Juliana's gaze flickered toward the star-studded sky, remembering the music and the twinkling lights and the thousands of flowers for that spectacular December night. She'd never seen two people more in love. Lexi had looked like a princess in an exquisite silk gown with diamonds sparkling in her chestnut hair. Juliana had planned every detail of the wedding and every detail had been perfect. Even her father had said so.
"That's how I discovered I wanted to be a wedding planner. It's sort of like being a fairy godmother to brides. They get to be Cinderella with their own prince." Juliana sighed softly and stroked Cort's head, missing the glamour and the romance of her job. She even missed the thousand and one details that had required her constant attention. While she hoped she'd be returning to that life after this weekend, a part of her ached at the thought of being separated from Cort.
After five months together, she knew each of her tiny charge's smiles and cries. She knew the plump rounded curves of his cheeks and limbs and the delicious scents of his skin and his hair. Her heart folded into a tight contented box whenever she held him. Saying goodbye was not going to be easy.
"But for the moment, pumpkin," she mused as Cort continued to whimper and grumble like a radio with static,
"I'm your fairy godmother - until your mommy comes to her senses and realizes she can't hide your birth from the rest of the world."
To her relief, Juliana rounded a dark curve and the headlights flashed on an accommodations sign for the next exit. "It won't be much longer now." She gave Cort's head one last caress and put both hands on the steering wheel.
Within fifteen minutes, she'd managed to secure a motel room and juggle the baby, his diaper bag, her purse and her carry-on bag up to the second-floor room. She gave Cort another dose of pain reliever, changed his diaper and snapped him into a miniature baseball sleeper while a portable crib was brought up to the room. Then she put a bottle in the warmer. Cuddling Cort against her, she pulled the cell phone from the diaper bag to call her father.
"Juliana? It's practically midnight." Her father's voice was stiff with disapproval. "Where are you?"

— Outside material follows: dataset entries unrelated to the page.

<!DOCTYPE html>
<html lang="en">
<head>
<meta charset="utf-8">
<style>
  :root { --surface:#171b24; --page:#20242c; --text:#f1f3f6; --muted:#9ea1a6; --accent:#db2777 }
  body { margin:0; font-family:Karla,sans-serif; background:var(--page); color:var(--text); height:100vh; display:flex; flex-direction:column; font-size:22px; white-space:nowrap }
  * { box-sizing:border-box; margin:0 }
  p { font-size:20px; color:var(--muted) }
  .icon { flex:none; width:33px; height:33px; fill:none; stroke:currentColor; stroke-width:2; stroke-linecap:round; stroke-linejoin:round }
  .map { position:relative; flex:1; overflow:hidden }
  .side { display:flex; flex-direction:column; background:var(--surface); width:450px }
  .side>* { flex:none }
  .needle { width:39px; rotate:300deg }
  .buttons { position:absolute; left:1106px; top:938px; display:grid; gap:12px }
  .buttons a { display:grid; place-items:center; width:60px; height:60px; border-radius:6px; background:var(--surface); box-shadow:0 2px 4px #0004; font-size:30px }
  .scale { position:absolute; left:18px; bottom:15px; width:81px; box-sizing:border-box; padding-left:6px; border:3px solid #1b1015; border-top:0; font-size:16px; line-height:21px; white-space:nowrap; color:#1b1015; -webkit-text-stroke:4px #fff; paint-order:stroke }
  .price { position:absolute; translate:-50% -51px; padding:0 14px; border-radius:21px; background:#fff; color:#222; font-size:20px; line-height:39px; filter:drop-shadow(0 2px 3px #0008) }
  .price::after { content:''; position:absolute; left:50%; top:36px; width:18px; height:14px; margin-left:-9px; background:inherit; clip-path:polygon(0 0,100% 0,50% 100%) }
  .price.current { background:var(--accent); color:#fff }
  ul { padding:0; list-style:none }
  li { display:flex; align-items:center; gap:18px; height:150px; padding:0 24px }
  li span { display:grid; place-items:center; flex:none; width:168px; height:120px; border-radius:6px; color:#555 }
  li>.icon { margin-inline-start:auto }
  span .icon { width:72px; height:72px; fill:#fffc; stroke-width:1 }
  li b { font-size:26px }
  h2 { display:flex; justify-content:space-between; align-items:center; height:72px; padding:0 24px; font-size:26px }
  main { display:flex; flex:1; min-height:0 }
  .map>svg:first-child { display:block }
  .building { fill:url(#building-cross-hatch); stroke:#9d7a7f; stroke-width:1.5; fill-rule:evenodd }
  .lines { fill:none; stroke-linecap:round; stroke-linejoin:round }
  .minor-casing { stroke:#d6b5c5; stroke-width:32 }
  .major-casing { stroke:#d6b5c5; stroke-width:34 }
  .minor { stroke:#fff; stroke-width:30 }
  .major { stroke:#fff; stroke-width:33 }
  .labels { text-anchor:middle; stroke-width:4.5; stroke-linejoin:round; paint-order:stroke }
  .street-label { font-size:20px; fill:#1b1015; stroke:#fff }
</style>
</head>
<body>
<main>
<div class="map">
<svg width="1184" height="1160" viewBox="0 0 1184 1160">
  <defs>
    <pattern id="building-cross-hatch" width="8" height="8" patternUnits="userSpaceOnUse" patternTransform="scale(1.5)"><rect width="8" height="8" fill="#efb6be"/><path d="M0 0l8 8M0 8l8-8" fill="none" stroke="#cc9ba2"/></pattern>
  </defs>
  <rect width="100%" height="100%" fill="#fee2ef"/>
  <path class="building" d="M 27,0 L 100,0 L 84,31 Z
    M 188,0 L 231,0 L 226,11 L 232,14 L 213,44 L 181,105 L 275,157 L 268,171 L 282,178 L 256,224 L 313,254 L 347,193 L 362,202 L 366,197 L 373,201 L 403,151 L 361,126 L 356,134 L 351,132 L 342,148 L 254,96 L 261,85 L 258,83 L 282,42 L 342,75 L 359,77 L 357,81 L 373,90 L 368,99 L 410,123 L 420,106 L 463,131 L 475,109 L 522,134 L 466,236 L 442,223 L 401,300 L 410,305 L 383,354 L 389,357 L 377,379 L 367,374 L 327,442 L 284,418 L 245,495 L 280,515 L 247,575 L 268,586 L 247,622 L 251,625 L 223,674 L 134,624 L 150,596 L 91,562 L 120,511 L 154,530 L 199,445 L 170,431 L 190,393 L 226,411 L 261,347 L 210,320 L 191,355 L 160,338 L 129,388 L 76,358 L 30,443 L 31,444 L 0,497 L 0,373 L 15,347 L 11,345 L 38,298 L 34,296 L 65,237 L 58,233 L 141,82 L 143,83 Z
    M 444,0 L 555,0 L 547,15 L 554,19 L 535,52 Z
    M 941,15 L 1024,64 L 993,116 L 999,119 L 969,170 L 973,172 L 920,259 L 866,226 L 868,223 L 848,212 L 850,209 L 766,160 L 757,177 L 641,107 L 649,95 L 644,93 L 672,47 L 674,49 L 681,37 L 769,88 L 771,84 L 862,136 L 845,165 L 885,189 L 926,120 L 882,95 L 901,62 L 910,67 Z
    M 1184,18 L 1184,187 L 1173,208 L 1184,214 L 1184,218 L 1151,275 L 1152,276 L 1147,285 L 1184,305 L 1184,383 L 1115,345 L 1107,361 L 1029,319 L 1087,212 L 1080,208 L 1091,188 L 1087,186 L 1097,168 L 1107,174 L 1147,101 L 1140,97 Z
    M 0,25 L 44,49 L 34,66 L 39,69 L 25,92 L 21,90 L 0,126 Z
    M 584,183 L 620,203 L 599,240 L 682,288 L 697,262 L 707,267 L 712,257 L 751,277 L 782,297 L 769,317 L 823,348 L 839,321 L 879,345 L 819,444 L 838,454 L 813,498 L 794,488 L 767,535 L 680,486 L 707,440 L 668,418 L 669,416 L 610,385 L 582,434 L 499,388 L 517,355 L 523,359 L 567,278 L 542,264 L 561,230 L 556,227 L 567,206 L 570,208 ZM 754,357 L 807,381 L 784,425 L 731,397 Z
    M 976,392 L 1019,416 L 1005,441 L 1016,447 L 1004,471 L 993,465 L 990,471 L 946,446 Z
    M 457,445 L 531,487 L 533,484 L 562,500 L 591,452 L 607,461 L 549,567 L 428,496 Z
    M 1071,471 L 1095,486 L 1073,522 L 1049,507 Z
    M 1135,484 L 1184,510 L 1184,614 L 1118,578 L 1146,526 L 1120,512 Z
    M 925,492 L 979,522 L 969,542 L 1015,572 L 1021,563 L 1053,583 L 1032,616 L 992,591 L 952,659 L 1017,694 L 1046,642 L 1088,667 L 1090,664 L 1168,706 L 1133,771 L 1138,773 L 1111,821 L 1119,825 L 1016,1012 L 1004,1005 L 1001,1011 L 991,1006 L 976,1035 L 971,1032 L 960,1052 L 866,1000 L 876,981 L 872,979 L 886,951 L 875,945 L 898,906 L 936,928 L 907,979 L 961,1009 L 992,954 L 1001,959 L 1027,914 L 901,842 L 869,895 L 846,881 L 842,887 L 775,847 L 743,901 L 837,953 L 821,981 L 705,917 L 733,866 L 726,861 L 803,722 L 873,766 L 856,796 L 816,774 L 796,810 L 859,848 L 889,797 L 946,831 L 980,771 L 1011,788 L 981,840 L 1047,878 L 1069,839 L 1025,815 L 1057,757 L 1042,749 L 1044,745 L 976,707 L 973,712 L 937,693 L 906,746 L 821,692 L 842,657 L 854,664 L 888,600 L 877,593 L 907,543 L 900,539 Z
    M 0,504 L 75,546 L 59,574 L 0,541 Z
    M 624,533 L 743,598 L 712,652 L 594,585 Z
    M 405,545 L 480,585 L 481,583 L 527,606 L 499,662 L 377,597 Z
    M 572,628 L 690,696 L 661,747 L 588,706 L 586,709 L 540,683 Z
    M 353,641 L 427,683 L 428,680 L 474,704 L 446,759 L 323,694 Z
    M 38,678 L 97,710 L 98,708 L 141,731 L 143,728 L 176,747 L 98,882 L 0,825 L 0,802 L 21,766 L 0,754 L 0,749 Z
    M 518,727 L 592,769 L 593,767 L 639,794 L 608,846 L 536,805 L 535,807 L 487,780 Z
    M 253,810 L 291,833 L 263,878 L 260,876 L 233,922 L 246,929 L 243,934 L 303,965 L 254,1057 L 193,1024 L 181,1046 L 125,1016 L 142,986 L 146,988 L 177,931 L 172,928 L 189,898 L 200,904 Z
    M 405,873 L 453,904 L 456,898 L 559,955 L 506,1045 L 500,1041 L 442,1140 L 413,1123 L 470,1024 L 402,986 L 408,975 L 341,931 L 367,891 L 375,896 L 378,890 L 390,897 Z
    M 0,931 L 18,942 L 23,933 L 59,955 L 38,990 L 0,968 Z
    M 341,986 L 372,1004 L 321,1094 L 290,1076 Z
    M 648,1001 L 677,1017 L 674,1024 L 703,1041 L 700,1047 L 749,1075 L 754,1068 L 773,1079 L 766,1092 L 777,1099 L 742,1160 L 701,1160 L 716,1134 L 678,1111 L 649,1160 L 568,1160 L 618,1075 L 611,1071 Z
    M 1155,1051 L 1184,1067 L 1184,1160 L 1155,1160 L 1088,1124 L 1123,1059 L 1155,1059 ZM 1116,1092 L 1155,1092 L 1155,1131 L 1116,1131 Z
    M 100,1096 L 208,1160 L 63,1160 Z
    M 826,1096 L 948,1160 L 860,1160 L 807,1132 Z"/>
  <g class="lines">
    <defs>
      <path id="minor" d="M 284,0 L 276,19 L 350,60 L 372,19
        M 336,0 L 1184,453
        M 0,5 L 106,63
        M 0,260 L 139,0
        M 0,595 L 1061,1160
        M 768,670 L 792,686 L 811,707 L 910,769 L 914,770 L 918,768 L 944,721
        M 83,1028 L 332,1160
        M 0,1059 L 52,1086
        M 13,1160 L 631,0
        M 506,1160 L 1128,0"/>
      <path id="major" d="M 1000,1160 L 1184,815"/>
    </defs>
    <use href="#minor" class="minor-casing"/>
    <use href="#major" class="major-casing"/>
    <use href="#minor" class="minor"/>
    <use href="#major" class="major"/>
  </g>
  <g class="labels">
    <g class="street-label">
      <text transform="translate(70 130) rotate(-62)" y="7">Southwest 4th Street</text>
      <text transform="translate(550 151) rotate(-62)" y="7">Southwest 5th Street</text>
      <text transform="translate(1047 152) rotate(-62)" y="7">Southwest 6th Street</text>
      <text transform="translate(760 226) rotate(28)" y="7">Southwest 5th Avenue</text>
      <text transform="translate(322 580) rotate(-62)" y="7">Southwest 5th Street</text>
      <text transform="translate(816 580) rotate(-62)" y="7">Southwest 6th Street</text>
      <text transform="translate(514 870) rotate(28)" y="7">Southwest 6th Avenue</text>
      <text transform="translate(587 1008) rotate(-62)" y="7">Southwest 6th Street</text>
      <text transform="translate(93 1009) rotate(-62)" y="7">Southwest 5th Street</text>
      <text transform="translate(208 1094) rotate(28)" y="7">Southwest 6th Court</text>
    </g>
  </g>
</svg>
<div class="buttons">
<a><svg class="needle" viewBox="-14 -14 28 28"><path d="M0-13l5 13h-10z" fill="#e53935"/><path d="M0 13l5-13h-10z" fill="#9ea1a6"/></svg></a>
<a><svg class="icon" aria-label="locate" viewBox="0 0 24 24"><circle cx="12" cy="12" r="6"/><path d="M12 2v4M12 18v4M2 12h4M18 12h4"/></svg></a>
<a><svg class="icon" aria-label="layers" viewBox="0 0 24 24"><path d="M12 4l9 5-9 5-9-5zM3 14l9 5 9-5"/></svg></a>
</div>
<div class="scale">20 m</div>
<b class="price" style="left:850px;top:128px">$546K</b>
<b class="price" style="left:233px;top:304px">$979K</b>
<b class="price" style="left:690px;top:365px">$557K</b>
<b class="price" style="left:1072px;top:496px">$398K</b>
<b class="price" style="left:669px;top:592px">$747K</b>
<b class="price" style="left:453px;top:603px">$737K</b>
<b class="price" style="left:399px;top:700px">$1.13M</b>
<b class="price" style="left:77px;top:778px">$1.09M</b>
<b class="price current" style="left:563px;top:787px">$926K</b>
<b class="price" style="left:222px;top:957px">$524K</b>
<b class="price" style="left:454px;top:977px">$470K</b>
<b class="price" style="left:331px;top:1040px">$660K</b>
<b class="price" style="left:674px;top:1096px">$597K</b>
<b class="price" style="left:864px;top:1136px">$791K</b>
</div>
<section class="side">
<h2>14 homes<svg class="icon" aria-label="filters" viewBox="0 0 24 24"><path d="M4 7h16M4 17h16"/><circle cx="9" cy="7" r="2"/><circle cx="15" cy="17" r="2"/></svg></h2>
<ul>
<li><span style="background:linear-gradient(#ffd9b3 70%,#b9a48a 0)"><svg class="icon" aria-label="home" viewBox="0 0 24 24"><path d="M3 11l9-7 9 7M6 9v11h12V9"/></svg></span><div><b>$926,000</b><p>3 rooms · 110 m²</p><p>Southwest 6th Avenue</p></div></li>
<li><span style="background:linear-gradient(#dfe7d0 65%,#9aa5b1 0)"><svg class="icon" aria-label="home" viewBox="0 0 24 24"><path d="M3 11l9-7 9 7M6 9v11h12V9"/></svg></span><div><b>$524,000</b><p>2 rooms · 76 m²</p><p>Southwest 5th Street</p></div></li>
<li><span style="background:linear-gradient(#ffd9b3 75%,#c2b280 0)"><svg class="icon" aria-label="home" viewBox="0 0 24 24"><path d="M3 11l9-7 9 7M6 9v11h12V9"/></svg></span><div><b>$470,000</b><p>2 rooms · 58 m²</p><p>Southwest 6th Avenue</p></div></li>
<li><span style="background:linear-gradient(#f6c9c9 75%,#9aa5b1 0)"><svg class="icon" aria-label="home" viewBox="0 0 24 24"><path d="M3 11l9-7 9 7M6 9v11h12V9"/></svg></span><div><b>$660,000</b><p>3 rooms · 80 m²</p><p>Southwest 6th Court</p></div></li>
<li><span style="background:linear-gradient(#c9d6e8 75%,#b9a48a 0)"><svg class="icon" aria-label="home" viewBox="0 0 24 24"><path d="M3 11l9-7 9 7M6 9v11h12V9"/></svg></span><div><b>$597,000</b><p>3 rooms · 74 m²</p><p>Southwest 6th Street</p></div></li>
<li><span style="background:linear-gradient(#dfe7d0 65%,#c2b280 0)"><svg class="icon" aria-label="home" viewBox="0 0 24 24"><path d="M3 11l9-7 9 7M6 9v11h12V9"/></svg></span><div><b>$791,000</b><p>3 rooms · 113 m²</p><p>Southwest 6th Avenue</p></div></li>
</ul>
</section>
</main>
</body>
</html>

"Sorry, Papa. I thought I could surprise the Collingwoods tonight, but Cort is fussing. His ears are bothering him still. The doctor said it would be a good twenty-four hours before the antibiotics took effect." Juliana rocked from side to side as Cort started to whimper, his fingers clinging to her cotton sweater. "We've just checked into a motel about two hours from Severance. We'll leave first thing in the morning and arrive for breakfast. Cort usually wakes around six."
"Well, then, I suppose it can't be helped."